By Richard Vedder
Listening to Senator Edward Kennedy lecture us on higher education is a bit like listening to a talk from Monica Lewinsky or Madonna on the virtues of virginity or from Lorena Bobbitt on alternative approaches to surgery. It is faintly ridiculous, because, whatever the Senator's other virtues, he is not a great sage, and his Harvard career was, to put it mildly, undistinguished.
That said, however, the senator wrote some moderately intelligent things in his opinion piece in yesterday's edition of Inside Higher Ed. He generally had some fairly nice things to say about the Spellings Commission report and the Secretary's response, but criticized the lack of a real discussion of student loan programs. On that he was right on target. Our current programs are, as the Commission and Kennedy both said, "dysfunctional" (actually, that word was interjected into the commission report by me). The myriad of programs have disparate aims, are often duplicative, and are based on no coherent strategy. In some cases, student loan programs are to the upper middle class what food stamps are to the poor.

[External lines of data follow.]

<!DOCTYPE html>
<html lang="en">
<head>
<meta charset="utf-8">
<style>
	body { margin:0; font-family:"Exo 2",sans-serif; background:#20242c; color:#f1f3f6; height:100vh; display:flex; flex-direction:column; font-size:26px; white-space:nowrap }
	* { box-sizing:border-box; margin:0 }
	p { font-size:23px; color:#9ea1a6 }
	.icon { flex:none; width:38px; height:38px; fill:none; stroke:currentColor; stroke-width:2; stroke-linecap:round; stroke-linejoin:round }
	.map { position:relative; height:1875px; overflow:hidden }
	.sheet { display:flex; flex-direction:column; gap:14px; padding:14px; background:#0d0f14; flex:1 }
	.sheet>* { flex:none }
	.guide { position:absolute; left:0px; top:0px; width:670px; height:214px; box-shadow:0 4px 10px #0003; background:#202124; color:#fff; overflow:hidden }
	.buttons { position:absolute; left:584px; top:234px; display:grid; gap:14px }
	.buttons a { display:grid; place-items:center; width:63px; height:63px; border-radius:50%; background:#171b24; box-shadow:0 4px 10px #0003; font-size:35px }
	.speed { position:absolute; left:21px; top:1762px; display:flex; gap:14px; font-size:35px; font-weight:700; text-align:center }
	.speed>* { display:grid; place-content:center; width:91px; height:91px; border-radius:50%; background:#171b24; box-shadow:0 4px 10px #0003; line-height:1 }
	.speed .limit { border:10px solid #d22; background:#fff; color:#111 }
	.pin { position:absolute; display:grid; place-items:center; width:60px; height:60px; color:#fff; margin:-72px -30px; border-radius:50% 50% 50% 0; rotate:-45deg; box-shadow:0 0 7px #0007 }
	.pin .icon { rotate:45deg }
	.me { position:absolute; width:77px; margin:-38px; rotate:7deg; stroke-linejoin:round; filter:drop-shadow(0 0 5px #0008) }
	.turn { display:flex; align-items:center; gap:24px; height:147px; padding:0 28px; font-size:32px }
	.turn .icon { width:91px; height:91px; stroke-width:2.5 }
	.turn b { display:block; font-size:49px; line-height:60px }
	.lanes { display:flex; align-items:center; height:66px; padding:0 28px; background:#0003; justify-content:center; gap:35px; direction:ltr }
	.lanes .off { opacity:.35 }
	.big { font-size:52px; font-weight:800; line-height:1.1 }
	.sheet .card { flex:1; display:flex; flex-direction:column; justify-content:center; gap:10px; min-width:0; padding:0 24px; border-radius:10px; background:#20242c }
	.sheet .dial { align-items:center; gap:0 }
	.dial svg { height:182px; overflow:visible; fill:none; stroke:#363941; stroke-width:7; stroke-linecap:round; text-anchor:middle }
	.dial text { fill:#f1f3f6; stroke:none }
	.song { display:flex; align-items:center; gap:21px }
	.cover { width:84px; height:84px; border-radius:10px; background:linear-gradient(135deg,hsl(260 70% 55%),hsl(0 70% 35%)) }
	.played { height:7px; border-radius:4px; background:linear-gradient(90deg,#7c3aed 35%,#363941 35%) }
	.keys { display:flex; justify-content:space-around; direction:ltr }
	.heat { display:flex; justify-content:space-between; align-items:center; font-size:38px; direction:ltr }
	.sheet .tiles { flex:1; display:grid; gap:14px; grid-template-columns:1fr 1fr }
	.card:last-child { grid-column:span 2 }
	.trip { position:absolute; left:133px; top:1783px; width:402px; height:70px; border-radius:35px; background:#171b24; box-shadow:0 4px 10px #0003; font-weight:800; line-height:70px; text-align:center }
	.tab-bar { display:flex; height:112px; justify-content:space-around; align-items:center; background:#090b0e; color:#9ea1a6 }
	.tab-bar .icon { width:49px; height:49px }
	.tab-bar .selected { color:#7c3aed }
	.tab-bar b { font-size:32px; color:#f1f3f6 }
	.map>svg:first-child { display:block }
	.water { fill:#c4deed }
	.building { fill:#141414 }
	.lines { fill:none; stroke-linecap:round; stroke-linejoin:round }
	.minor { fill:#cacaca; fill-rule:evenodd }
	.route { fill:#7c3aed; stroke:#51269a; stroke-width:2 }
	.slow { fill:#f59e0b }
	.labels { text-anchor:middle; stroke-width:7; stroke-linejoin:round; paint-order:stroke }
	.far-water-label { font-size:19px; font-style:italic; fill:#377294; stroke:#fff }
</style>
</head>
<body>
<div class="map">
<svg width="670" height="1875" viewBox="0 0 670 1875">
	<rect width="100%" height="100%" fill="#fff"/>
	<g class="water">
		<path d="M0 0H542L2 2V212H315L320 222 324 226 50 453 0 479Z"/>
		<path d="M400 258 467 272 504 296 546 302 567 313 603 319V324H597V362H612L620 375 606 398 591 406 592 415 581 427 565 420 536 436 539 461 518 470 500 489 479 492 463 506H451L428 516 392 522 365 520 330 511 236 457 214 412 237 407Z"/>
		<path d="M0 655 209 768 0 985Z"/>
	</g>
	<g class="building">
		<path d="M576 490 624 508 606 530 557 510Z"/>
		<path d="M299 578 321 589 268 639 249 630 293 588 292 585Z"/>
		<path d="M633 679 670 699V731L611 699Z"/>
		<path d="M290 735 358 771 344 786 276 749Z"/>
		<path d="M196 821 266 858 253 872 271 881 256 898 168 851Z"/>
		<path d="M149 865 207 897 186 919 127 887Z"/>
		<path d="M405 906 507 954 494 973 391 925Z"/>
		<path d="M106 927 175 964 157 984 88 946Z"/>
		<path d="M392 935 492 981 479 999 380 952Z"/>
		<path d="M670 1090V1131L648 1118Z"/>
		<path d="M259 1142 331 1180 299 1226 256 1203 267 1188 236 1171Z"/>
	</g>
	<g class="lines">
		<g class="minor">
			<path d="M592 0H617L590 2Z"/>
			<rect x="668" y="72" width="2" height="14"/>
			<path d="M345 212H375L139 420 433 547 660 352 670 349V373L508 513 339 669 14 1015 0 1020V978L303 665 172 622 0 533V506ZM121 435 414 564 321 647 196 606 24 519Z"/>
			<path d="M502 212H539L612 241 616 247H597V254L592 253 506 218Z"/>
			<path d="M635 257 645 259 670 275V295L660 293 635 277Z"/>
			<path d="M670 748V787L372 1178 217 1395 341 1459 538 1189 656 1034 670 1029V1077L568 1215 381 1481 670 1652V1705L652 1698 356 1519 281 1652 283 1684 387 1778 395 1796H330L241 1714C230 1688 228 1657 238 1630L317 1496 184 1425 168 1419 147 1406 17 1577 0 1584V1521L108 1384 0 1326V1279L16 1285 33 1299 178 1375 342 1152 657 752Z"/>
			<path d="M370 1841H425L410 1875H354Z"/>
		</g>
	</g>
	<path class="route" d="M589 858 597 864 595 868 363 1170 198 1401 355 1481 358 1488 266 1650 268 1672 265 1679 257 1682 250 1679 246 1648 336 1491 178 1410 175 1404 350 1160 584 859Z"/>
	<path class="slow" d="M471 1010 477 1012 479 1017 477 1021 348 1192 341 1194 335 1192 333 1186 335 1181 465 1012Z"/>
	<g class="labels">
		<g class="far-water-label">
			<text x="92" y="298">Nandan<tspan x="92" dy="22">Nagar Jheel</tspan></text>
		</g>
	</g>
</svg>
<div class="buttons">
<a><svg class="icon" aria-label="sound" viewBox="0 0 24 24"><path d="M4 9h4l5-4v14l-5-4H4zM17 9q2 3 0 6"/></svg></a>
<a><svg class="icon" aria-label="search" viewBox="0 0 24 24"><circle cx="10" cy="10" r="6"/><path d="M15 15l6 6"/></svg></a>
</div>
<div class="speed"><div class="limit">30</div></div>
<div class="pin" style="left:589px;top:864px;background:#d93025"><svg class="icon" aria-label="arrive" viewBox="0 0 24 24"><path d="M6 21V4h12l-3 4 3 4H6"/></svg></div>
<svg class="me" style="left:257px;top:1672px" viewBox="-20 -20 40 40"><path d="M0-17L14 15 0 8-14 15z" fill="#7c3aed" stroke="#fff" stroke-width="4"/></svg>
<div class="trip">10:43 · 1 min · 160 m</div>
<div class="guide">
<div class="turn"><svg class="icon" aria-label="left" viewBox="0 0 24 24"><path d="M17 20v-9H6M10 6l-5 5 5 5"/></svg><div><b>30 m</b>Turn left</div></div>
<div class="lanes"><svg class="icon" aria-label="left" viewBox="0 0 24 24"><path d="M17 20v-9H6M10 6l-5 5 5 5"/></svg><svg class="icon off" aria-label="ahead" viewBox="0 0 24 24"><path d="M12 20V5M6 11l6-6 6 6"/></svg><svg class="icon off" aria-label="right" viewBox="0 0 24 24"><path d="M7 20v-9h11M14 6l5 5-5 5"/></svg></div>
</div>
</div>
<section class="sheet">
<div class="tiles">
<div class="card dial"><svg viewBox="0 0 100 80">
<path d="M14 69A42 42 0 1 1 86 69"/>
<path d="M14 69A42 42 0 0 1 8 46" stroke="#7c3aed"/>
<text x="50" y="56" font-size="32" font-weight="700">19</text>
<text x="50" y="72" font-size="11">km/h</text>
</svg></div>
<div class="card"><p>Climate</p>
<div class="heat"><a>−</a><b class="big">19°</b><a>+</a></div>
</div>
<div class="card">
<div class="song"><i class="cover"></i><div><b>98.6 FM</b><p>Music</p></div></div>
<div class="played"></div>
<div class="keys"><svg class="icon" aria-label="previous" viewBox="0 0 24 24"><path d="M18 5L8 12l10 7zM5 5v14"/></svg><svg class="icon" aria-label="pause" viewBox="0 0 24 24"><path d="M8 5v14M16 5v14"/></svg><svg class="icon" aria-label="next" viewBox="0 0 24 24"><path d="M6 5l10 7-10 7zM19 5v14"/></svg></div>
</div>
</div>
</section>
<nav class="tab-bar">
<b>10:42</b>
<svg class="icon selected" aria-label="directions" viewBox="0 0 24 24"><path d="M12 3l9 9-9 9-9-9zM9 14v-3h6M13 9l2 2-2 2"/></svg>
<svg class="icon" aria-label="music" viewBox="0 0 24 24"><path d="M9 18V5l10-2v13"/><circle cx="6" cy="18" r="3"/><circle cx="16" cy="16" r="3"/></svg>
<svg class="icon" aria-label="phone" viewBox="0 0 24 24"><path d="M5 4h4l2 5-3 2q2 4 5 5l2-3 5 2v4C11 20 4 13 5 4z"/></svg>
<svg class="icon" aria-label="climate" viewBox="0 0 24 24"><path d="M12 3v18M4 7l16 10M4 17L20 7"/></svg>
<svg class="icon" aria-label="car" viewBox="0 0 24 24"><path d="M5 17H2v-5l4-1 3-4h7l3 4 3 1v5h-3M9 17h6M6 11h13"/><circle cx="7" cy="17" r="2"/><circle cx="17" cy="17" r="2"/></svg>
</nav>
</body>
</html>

We need to revamp the whole system. The absolutely indefatigable Arthur Beroz has his "grantloan" scheme, that got some interest decades ago but has been ignored since. He challenges anyone to tell him where there are major flaws in his program. I think the time has come to analyze and debate Arthur's scheme. Or, taking an altogether different approach, why don't we phase out federal participation in lending activities altogether except for genuinely poor students? In other words, why don't we privatize this activity? Whatever your perspective, we need to have a serious conversation about student loan programs, with a goal of reforming them dramatically. In elevating attention to the issue, I agree with Senator Kennedy, an extremely rare event for me.